Solving Nonhomogeneous Euler Differential Equations Using Substitution
Definition
The differential equation given as follows is called the Euler differential equation.
$$ \begin{align} && a_2 x^2 \dfrac{d^2 y}{d x^2} + a_{1} x \dfrac{dy}{dx} + a_{0} y &= f(x) \label{eq1} \\ \mathrm{or}&& a_2 x^2 y^{\prime \prime} + a_{1} x y^{\prime} +a_{0} y &= f(x) \nonumber \\ \mathrm{or}&& x^2 y^{\prime \prime} + \alpha x y^{\prime} + \beta y &= f(x) \nonumber \end{align} $$
Explanation
It is also referred to as the Euler-Cauchy equation.

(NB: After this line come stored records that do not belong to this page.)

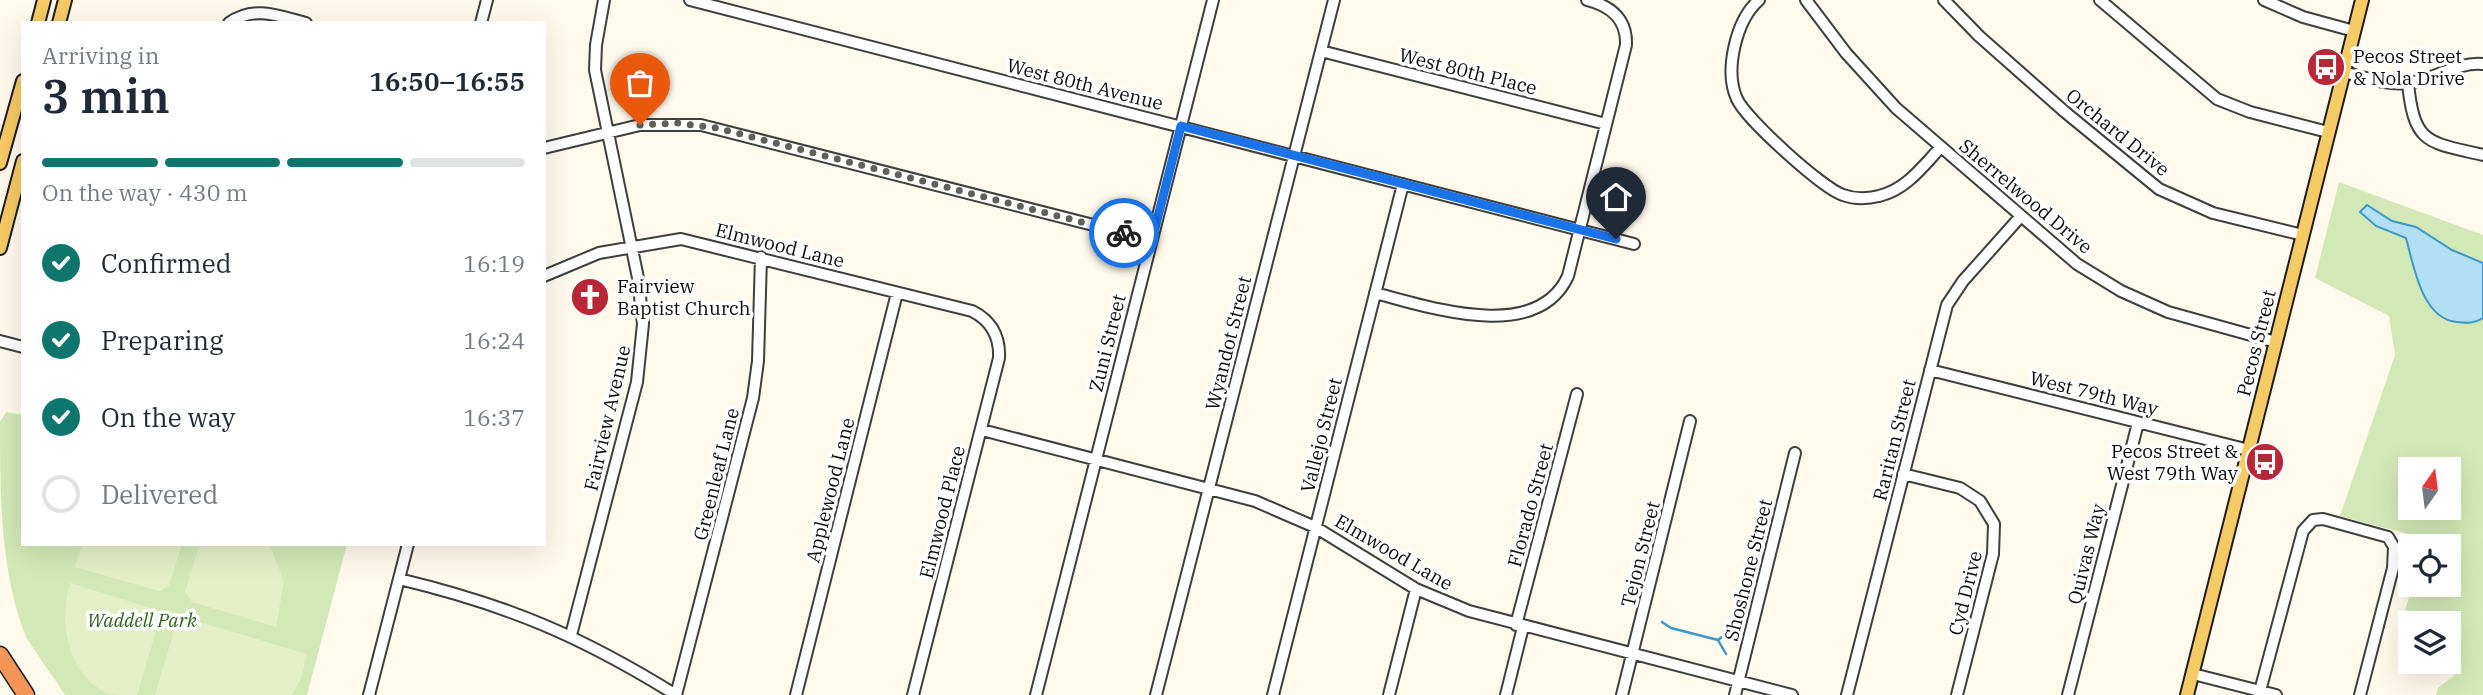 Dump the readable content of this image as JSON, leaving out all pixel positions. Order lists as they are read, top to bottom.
{
  "streets": {
    "main road": ["Pecos Street"],
    "street": [
      "West 80th Place",
      "West 80th Avenue",
      "Orchard Drive",
      "Sherrelwood Drive",
      "Elmwood Lane",
      "Zuni Street",
      "Wyandot Street",
      "West 79th Way",
      "Fairview Avenue",
      "Vallejo Street",
      "Raritan Street",
      "Greenleaf Lane",
      "Applewood Lane",
      "Florado Street",
      "Elmwood Place",
      "Tejon Street",
      "Quivas Way",
      "Shoshone Street",
      "Cyd Drive"
    ]
  },
  "crossings": [
    ["West 80th Place", "Wyandot Street"],
    ["West 80th Avenue", "Zuni Street"],
    ["West 80th Avenue", "Wyandot Street"],
    ["West 80th Avenue", "Vallejo Street"],
    ["Orchard Drive", "Pecos Street"],
    ["Sherrelwood Drive", "Pecos Street"],
    ["Sherrelwood Drive", "Raritan Street"],
    ["Elmwood Lane", "Zuni Street"],
    ["Elmwood Lane", "Wyandot Street"],
    ["Elmwood Lane", "Fairview Avenue"],
    ["Elmwood Lane", "Vallejo Street"],
    ["Elmwood Lane", "Greenleaf Lane"],
    ["Elmwood Lane", "Applewood Lane"],
    ["Elmwood Lane", "Florado Street"],
    ["Elmwood Lane", "Elmwood Place"],
    ["Elmwood Lane", "Tejon Street"],
    ["Elmwood Lane", "Shoshone Street"],
    ["Pecos Street", "West 79th Way"],
    ["West 79th Way", "Raritan Street"],
    ["West 79th Way", "Quivas Way"],
    ["Raritan Street", "Cyd Drive"]
  ],
  "parks": ["Waddell Park"],
  "places": {
    "bus stop": ["Pecos Street & Nola Drive", "Pecos Street & West 79th Way"],
    "church": ["Fairview Baptist Church"]
  },
  "north": "top",
  "page": {
    "heading": ["3 min", "Arriving in", "16:50–16:55"],
    "bar": "On the way · 430 m",
    "list": [
      ["Confirmed", "16:19"],
      ["Preparing", "16:24"],
      ["On the way", "16:37"],
      "Delivered"
    ]
  }
}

If it is a homogeneous equation like $f(x)=0$, it can be relatively easily solved.
If it is in the form of a non-homogeneous equation as above, it is not easy to solve because the coefficients contain the independent variable. It is much more difficult compared to differential equations with constant coefficients. This article introduces a method of solving Euler equations easily through substitution among several methods. The key is substituting $x$ with $e^z$. If we set it as $x=e^z$, the Euler equation becomes a second-order linear differential equation with constant coefficients. Then, it can be easily solved by referring to solutions for second-order non-homogeneous differential equations.
Solution
Step 0.
Substitute with $x=e^z$. Then
$$ \ln x = z, \quad \quad \dfrac{1}{x}=\dfrac{dz}{dx} $$
Step 1.
$$ \begin{align*} x \dfrac{dy}{dx} &= x\dfrac{dy}{dz} \dfrac{dz}{dx} \\ &= x \dfrac{dy}{dz} \dfrac{1}{x} \\ &= \dfrac{dy}{dz} \end{align*} $$
$$ \implies x\dfrac{dy}{dx} = \dfrac{dy}{dz} $$
The first equality is established by the chain rule.
Step 2.
$$ \begin{align*} x^2 \dfrac{ d^2 y}{d x^2} &=x^2 \dfrac{d}{dx} \left( \dfrac{dy}{dx} \right) \\ &= x^2 \dfrac{d}{dx} \left( \dfrac{1}{x} \dfrac{dy}{dz} \right) \\ &= -\dfrac{dy}{dz} + x\dfrac{d}{dx} \left( \dfrac{dy}{dz} \right) \\ &= -\dfrac{dy}{dz} + x\dfrac{d}{dz} \left( \dfrac{dy}{dz} \right) \dfrac{dz}{dx} \\ &= -\dfrac{dy}{dz} + x \dfrac{d^2y}{dz^2} \dfrac{1}{x} \end{align*} $$
$$ \implies x^2 \dfrac{ d^2 y}{d x^2} = \dfrac{d^2y}{dz^2} -\dfrac{dy}{dz} $$
The second equality is established by the result of Step 1. The fourth equality is established by the chain rule. The last equality is established by the result of Step 0.
Step 3.
By substituting the results of Step 1-2. into the Euler equation $\eqref{eq1}$,
$$ a_2 \left( \dfrac{d^2y}{dz^2} -\dfrac{dy}{dz} \right) + a_{1} \dfrac{dy}{dz} + a_{0} y =f(e^z) $$
$$ \implies a_2 \dfrac{d^2y}{dz^2} + (a_{1}-a_2) \dfrac{dy}{dz} + a_{0} y =f(e^z) $$
Now, it can be solved according to the solution methods for second-order non-homogeneous differential equations.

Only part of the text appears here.